Rintracciato e arrestato dalla Polizia a Caserta il 21enne che lo scorso 6 Febbraio aveva messo a segno una truffa ai danni di una signora in concorso con altra persona rimasta ignota presentatasi telefonicamente alla vittima ultrasettantenne quale maresciallo dell’Arma dei Carabinieri.
Il malvivente alla signora aveva detto di dover accertare che i monili in oro in suo possesso non fossero provento di una rapina commessa utilizzando una autovettura a lei intestata. Una volta presso la sua abitazione, il giovane si è fatto così consegnare i gioielli posseduti e con la scusa di un bicchiere di acqua le ha sottratto la somma in contanti di 950 euro.
La signora solo successivamente ha contattato la Polizia per conoscere l'iter per riavere i suoi gioielli, scoprendo purtroppo di essere stata truffata. Scattato quindi l'intervento di personale della Squadra Mobile di Livorno che ha individuato l’uomo in questione che si era allontanato a piedi dall’abitazione della malcapitata, dirigendosi verso la Stazione Ferroviaria di Livorno, ove era salito a bordo di un treno diretto a Firenze. Allertato il Compartimento Polfer Toscana l’uomo veniva rintracciato in località Empoli, a bordo del convoglio, con un biglietto ferroviario per Napoli. Dal controllo il malvivente è stato trovato in possesso sia delle banconote che dei monili in oro sottratti poco prima all’anziana vittima, alla quale successivamente sono stati restituiti.

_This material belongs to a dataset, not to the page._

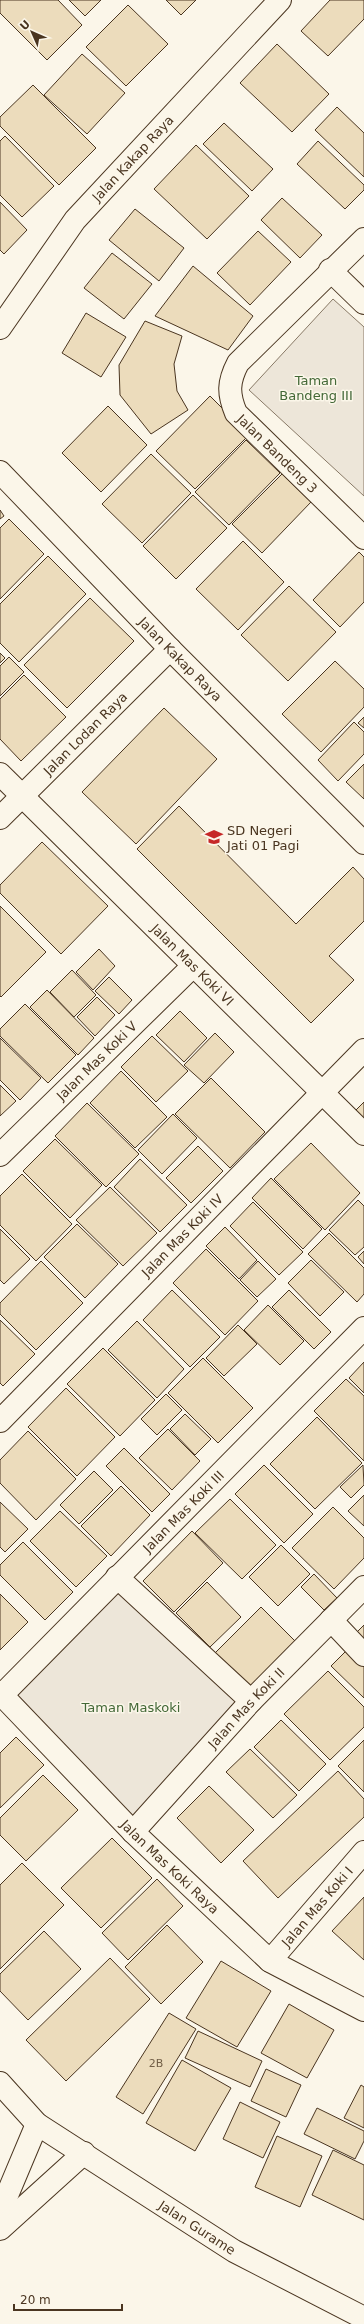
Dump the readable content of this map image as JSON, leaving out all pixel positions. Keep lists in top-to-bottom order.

Al termine delle indagini, la Polizia di Stato ha eseguito l’ordinanza con cui il Gip del Tribunale di Livorno, su richiesta della locale Procura, disponeva, la custodia cautelare in carcere del giovane.
L’operazione, svolta dalla Polizia di Stato, si aggiunge ad una serie di iniziative già promosse dal Questore di Livorno volte, attraverso l’organizzazione di svariati incontri fra personale della Polizia di Stato e la cittadinanza, alla sensibilizzazione sul fenomeno dei reati contro il patrimonio, in particolare delle truffe ai danni degli anziani, in un’ottica di prevenzione.